START Records for the exercise
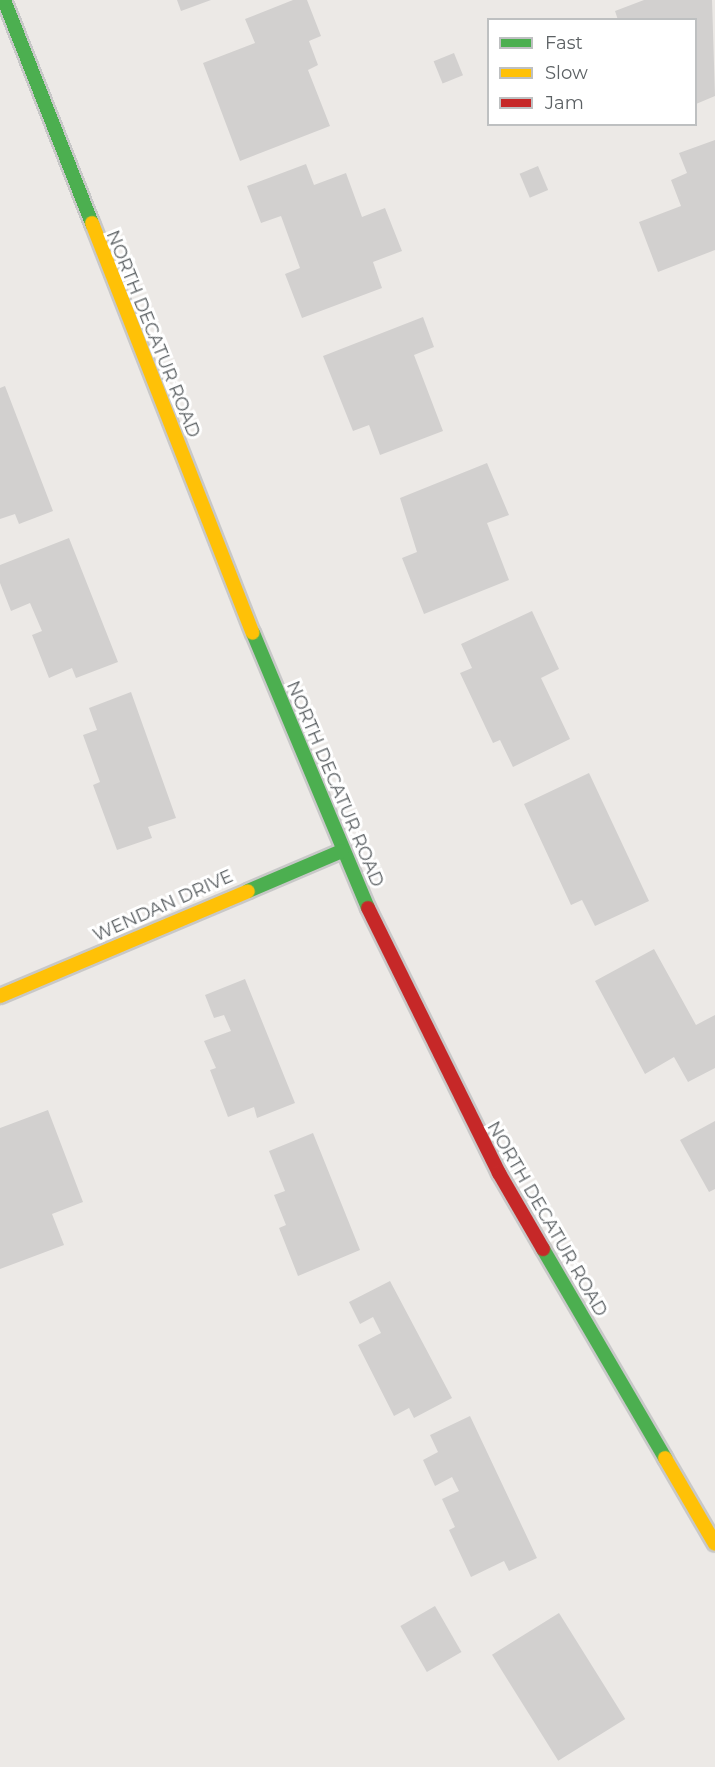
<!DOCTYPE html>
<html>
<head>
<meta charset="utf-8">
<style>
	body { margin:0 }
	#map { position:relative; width:715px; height:1767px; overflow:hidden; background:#ece9e6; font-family:Montserrat,sans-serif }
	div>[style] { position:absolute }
	.building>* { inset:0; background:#d2d0cf; transform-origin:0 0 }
	.roads { filter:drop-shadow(2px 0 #c8c8c8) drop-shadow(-2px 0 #c8c8c8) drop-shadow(0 2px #c8c8c8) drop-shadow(0 -2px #c8c8c8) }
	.fast>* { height:14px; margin:-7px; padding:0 7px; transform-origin:7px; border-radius:7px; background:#4caf50 }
	.slow>* { height:14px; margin:-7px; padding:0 7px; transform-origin:7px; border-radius:7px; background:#ffc107 }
	.jam>* { height:14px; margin:-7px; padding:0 7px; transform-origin:7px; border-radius:7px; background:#c62828 }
	span { translate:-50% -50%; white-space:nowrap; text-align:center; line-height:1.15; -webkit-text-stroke:6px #fff; paint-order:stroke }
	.street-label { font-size:18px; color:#5c6164 }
	.legend { position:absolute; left:487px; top:18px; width:210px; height:108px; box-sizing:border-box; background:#fff; border:2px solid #bec0c1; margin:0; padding:8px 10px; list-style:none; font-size:18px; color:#5c6164 }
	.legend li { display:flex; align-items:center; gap:12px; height:30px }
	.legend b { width:30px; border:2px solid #bec0c1 }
</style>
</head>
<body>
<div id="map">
	<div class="building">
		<i style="clip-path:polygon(177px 0,211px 0,181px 11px)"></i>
		<i style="clip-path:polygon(293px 0,307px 0,321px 36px,309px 41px,318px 65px,308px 70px,330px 126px,240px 161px,203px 63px,255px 43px,245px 19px)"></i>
		<i style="clip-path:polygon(644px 0,712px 0,715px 96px,696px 104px,696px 20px,618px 20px,615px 11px)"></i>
		<i style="left:454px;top:53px;width:24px;height:22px;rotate:68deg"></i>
		<i style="clip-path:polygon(715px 140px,715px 250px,658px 272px,639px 222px,681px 206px,671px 180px,687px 173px,679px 153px)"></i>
		<i style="clip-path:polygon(306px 164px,314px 185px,346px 173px,362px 217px,385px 208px,402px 251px,373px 262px,382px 288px,302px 318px,285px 274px,300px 268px,281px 216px,261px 223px,247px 186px)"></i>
		<i style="left:538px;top:166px;width:26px;height:20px;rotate:67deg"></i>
		<i style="clip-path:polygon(423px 317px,434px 347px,414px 355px,443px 431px,380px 455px,369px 425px,353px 431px,323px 356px)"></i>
		<i style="clip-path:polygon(5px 386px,53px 511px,19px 524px,15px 514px,0 519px,0 388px)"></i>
		<i style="clip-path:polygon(487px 463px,509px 515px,487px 523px,509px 580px,424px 614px,402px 558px,417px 552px,400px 498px)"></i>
		<i style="clip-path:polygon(69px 538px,118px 662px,76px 678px,72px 668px,49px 678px,32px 635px,42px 631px,30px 603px,11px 611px,0 583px,0 565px)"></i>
		<i style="clip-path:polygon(532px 611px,559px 669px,541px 678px,570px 739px,513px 767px,500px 740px,493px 743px,460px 673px,472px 668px,461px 644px)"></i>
		<i style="clip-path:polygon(131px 692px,176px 818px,148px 827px,152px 838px,117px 850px,93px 785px,100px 782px,83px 735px,97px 730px,89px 708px)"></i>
		<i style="clip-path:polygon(589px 773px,649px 901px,595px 926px,582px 900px,571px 905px,524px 804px)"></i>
		<i style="clip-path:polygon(654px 949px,696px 1025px,715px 1015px,715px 1068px,688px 1082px,674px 1057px,645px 1074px,595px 981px)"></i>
		<i style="clip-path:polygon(245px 979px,295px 1103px,257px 1118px,254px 1107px,228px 1117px,210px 1070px,216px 1068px,204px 1041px,231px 1031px,224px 1015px,214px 1018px,205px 995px)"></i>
		<i style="clip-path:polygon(48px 1110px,83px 1202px,52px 1214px,64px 1245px,0 1269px,0 1128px)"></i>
		<i style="clip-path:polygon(715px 1121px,715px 1189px,709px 1192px,680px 1140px)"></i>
		<i style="clip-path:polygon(313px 1133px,360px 1250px,298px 1276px,279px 1228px,286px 1225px,274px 1195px,285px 1191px,269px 1151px)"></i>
		<i style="clip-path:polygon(390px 1281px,452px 1398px,414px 1418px,409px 1408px,394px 1416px,358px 1345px,381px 1333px,373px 1317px,360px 1324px,349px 1302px)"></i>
		<i style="clip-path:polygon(470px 1416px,537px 1558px,509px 1571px,504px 1561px,471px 1577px,449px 1530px,455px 1527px,442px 1499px,459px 1491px,452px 1477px,435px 1486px,423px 1460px,438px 1452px,430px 1435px)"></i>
		<i style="left:435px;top:1606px;width:53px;height:40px;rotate:60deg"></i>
		<i style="left:559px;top:1613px;width:125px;height:79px;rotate:58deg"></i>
	</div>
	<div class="roads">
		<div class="fast">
			<i style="left:4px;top:0;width:240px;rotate:68.5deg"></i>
			<i style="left:253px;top:633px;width:298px;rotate:67.3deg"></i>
			<i style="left:248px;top:891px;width:102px;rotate:-23.1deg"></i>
			<i style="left:543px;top:1249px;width:242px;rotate:59.7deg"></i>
		</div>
		<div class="slow">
			<i style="left:92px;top:223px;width:440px;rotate:68.6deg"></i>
			<i style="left:0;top:996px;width:269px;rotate:-22.9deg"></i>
			<i style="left:665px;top:1458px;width:99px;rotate:59.8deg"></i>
		</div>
		<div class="jam">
			<i style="left:368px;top:908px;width:296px;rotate:63.7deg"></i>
			<i style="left:499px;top:1173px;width:88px;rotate:59.9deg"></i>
		</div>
	</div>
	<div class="street-label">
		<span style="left:153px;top:334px;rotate:68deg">NORTH DECATUR ROAD</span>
		<span style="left:335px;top:784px;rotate:67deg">NORTH DECATUR ROAD</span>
		<span style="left:163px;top:906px;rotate:-24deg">WENDAN DRIVE</span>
		<span style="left:547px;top:1219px;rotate:60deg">NORTH DECATUR ROAD</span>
	</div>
	<ul class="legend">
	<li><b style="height:8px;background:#4caf50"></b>Fast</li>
	<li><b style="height:8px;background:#ffc107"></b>Slow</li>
	<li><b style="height:8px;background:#c62828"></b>Jam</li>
	</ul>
</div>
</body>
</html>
END Records for the exercise
Instructions to follow
Once you find the line with "transform-origin:7px; border-radius:7px; background:#4caf50" above, print it and every line after it up to and including the line with "translate:-50% -50%; white-space:nowrap;", exactly as written and nothing else.

Response below
	.fast>* { height:14px; margin:-7px; padding:0 7px; transform-origin:7px; border-radius:7px; background:#4caf50 }
	.slow>* { height:14px; margin:-7px; padding:0 7px; transform-origin:7px; border-radius:7px; background:#ffc107 }
	.jam>* { height:14px; margin:-7px; padding:0 7px; transform-origin:7px; border-radius:7px; background:#c62828 }
	span { translate:-50% -50%; white-space:nowrap; text-align:center; line-height:1.15; -webkit-text-stroke:6px #fff; paint-order:stroke }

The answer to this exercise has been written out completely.